第4話:引きこもりの天才と、魔導具の秘密
皆様、第3話でのハンス(毒島枠)との出会い、いかがでしたでしょうか。
少しずつ、かつての「陣容」が形を変えて集まりつつある予感。
次にリリアーヌが目をつけたのは、学院の地下深く、埃を被った旧図書室に引きこもる「変わり者」の少年でした。
「魔法の才能がない」と捨てられた彼の中に、リリアーヌは見出します。
かつて共に衛星を打ち上げた、あの天才プログラマーの魂を。
知略によるスカウトと、心のデバッグ。
それでは、第4話開幕です。
ハンスを「専属」として拾ってから数日。
私はエリザから得た情報をもとに、学院の最深部、旧校舎の地下へと足を運んでいた。
そこは、魔力至上主義のこの国で「欠陥品」とされた者たちの墓場。
だが、私にはわかっていた。真のイノベーションは、いつだってシステムの「外」から生まれることを。
「……ここね」
重い扉を開けると、そこは魔導具の残骸と、古びた羊皮紙が散乱するカオスな空間だった。
部屋の隅、魔導信号の青白い光に照らされて、一人の少年がうずくまっている。
「……ノックもせずに、不躾だね。僕の『演算』が狂ったら、君の寿命10年分でも償えないよ」
少年の声は、冷たく、そして酷く退屈そうだった。
ボサボサの髪に、分厚いレンズの眼鏡。
その姿を見た瞬間、私の脳裏に**『漆黒の部屋でエナジードリンクを啜りながら、世界中の銀行をハッキングしていた少年』**の幻影が重なった。
(……零。あなた、こんなところまで追いかけてきたの?)
「……ふふ。10年分で足りるかしら? 私の時間は、この帝国の予算の数倍の価値があるのだけれど」
「……何?」
少年が顔を上げる。彼の名はニルス。
魔力を持たないがゆえに親に捨てられた、学院きっての「無能」だ。
だが、彼が弄っている機械は、この世界の魔法理論を根底から覆す『並列演算回路』に近いものだった。

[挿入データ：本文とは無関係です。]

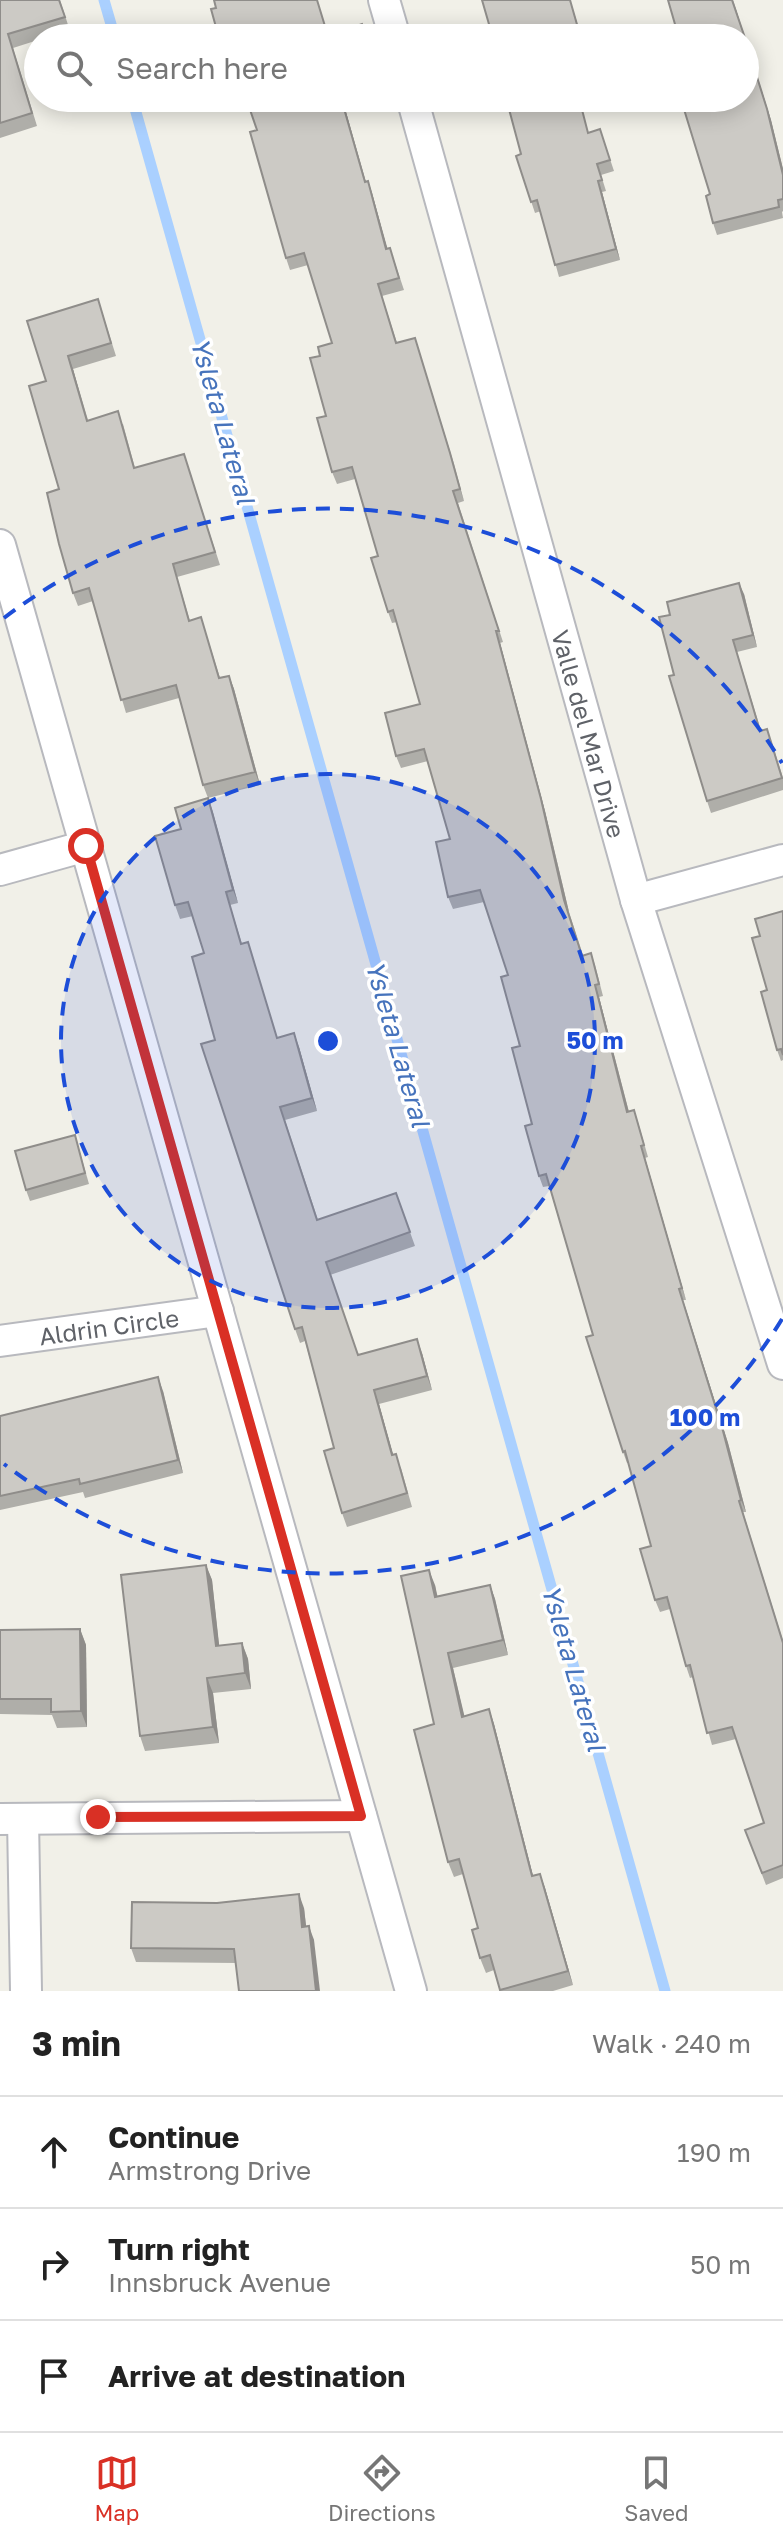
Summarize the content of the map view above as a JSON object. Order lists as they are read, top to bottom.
{
  "streets": {
    "street": ["Valle del Mar Drive", "Aldrin Circle"]
  },
  "water": ["Ysleta Lateral"],
  "page": {
    "search": "Search here",
    "heading": ["3 min", "Walk · 240 m"],
    "list": [
      ["Continue", "Armstrong Drive", "190 m"],
      ["Turn right", "Innsbruck Avenue", "50 m"],
      "Arrive at destination"
    ],
    "nav": ["Map", "Directions", "Saved"]
  },
  "rings": ["50 m", "100 m"]
}
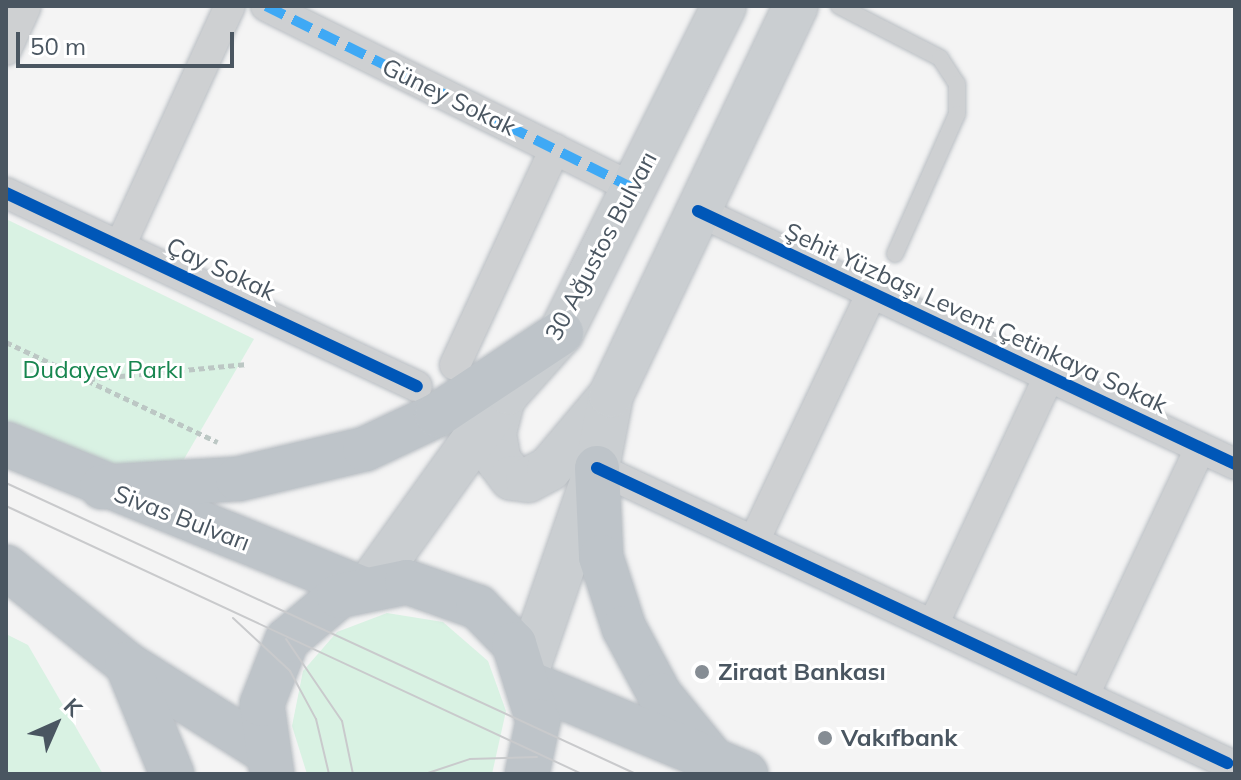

「……君、その回路のバイパスが間違っているわ。魔力を一点に集めるのではなく、情報を分散させなさい。そうすれば、そのガラクタは動くわよ」
「……はあ!? 素人が何を――」
ニルスが言い返そうとして、私の指し示した数式に目を落とす。
数秒。彼の瞳が驚愕に染まった。
「……な、なんだこれ……。情報分散? 魔法は『意志』で操るものじゃないのか……?」
「『意志』なんて不確実なものは、ただのバグよ。必要なのは『論理』。……ニルス、あなた、この学院でくすぶっているのは時間の無駄だと思わない?」
私は彼に歩み寄り、彼が書き殴った複雑な数式を、扇子で優しくなぞった。
「私なら、あなたのその才能に『名前』を与えてあげられる。……私がこの国を買い叩くための、最強の『電子の剣』としてね」
「……君、狂ってるのか? 僕は魔力がないんだ。失敗作なんだよ」
「失敗作? 傑作の間違いじゃないかしら。……いいわ、ニルス。一度だけ私にあなたの『脳』を貸しなさい。……お礼に、この世界の理を書き換える景色を見せてあげる」
ニルスの瞳に、初めて小さな灯がともる。
それは、かつて零が新しいコードを書き上げた時に見せた、純粋な好奇心の光だった。
(……ああ。やっぱり、あなたは零だわ)
私は、込み上げる懐かしさを「リリアーヌ」の冷徹な仮面で押し殺した。
涙など見せない。王は常に、家臣に未来だけを見せるものだから。
「……ニルス。私のわがままは、宇宙にまで届くわよ? 覚悟しておきなさい」
「……宇宙? ……あはは、本当に狂ってる。……いいよ。君のその『わがまま』、僕が形にしてあげる」
こうして、私の右腕が揃った。
かつての仲間を「再定義」するたびに、私の心は強くなり、そして、どうしようもなく痛む。
第4話、いかがでしたでしょうか。
ニルス(零枠)を仲間に引き入れたリリアーヌ。
「論理」という共通言語で通じ合った二人の姿は、かつての一条蓮と零のコンビを彷彿とさせます。
ですが、物語はまだ序盤。
ハンス、エリザ、ニルス。少しずつ揃い始めた駒を使って、リリアーヌはいよいよ学院全体の「デバッグ(支配)」へと動き出します。